As a reminder, a linear model is set of linear functions; for example, f(x) = w × x + b, where (w, b) is the vector of parameters. The learning algorithm drifts around the values of w and b until it finds a combination that best matches the data. After the algorithm successfully converges, it’ll find the best possible linear function to describe the data.
Linear is a good place to start, but the real world isn’t always that pretty. And thus, we dive into the type of machine learning responsible for TensorFlow’s inception; this chapter is your introduction to a type of model called an artificial neural network, which can approximate arbitrary functions (not just linear ones).
Is f(x) = |x| a linear function?
ANSWER
No. It’s two linear functions stitched together at zero, and that’s not a single straight line.
To incorporate the concept of nonlinearity, it’s effective to apply a nonlinear function, called the activation function, to each neuron’s output. Three of the most commonly used activation functions are sigmoid (sig), hyperbolic tangent (tan), and a type of ramp function called a Rectifying Linear Unit (ReLU), plotted in figure 7.2.
You don’t have to worry too much about which activation function is better under what circumstances. That’s still an active research topic. Feel free to experiment with the three shown in figure 7.2. Usually, the best one is chosen by using cross-validation to determine which one gives the best model, given the dataset you’re working with. Remember our confusion matrix in chapter 4? You test which model gives the fewest false-positives or false-negatives, or whatever other criteria best suits your needs.
The sigmoid function isn’t new to you. As you may recall, the logistic regression classifier in chapter 4 applied this sigmoid function to the linear function w × x + b. The neural network model in figure 7.3 represents the function f(x) = sig(w × x + b). It’s a one-input, one-output network, where w and b are the parameters of this model.
If you have two inputs (x1 and x2), you can modify your neural network to look like the one in figure 7.4. Given training data and a cost function, the parameters to be learned are w1, w2, and b. When trying to model data, having multiple inputs to a function is common. For example, image classification takes the entire image (pixel by pixel) as the input.
Naturally, you can generalize to an arbitrary number of inputs (x1, x2, ..., xn). The corresponding neural network represents the function f(x1, ..., xn) = sig(wn × xn + ... + w1 × x1 + b), as shown in figure 7.5.
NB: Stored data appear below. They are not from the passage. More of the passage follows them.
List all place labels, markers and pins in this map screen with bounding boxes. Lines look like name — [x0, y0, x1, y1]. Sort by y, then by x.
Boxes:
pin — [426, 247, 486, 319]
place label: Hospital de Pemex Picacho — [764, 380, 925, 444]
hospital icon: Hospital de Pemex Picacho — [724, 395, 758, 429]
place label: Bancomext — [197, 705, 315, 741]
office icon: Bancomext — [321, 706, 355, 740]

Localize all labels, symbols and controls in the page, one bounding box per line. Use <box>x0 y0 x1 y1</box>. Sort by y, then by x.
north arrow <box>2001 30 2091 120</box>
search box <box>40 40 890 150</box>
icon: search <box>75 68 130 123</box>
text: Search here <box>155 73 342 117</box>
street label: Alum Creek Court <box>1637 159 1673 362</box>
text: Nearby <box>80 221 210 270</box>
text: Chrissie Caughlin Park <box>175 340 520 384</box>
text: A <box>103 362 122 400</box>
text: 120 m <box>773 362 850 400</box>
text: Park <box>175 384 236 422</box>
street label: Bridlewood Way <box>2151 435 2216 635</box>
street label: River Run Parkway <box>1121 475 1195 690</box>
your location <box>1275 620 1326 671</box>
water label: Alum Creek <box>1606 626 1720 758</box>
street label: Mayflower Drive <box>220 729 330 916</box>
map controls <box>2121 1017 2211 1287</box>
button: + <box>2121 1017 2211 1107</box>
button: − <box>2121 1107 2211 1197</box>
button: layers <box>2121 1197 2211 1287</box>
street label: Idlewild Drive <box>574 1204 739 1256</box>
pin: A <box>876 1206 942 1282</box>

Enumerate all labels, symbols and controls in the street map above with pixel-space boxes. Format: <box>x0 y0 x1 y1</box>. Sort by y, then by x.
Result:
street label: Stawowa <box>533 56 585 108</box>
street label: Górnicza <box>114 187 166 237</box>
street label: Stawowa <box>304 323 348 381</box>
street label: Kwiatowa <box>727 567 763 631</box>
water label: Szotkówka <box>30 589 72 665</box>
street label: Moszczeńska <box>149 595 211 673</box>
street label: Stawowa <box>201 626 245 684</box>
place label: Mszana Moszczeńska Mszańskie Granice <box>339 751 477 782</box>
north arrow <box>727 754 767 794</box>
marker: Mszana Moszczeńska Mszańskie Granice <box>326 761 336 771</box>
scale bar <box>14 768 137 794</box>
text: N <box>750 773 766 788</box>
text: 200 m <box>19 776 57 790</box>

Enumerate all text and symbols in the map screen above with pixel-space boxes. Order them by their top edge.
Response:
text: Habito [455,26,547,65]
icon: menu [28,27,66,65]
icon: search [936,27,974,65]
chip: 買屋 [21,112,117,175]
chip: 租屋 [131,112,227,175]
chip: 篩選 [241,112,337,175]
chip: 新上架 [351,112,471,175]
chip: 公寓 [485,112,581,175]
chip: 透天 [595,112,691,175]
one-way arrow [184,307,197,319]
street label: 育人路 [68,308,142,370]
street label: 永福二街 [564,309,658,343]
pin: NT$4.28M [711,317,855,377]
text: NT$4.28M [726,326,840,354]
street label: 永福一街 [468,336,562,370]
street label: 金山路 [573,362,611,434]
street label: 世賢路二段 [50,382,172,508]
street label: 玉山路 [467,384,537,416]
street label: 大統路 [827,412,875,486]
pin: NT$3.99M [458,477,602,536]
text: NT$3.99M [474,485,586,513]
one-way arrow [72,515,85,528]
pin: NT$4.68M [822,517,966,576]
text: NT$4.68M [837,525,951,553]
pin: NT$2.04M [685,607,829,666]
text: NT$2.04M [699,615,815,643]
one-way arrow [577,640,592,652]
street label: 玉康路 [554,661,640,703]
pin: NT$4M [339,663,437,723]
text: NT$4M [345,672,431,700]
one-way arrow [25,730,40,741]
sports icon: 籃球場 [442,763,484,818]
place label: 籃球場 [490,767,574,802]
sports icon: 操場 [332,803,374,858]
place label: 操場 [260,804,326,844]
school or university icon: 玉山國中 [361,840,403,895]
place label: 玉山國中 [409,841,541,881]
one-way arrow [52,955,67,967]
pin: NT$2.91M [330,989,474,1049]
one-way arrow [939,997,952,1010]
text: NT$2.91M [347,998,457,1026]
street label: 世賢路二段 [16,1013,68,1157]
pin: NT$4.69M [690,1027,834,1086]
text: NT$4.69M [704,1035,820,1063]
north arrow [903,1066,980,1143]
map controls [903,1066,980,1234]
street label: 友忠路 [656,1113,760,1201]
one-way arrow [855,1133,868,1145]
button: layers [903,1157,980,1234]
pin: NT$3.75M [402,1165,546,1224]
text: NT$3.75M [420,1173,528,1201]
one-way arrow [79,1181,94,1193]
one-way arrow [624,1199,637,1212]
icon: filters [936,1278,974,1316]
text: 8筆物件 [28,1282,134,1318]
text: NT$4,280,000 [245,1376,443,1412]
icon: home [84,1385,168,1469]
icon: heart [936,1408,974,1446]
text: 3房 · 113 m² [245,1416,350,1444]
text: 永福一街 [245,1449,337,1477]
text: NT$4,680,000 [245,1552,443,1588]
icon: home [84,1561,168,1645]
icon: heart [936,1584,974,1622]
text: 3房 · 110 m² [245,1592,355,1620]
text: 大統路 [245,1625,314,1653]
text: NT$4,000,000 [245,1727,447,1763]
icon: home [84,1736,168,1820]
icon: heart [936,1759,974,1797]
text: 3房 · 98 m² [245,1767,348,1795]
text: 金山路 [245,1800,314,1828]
So far, you’ve dealt with only an input layer and an output layer. Nothing’s stopping you from arbitrarily adding neurons in between. Neurons that are used as neither input nor output are called hidden neurons. They’re hidden from the input and output interfaces of the neural network, so no one can directly influence their values. A hidden layer is any collection of hidden neurons that don’t connect to each other, as shown in figure 7.6. Adding more hidden layers greatly improves the expressive power of the network.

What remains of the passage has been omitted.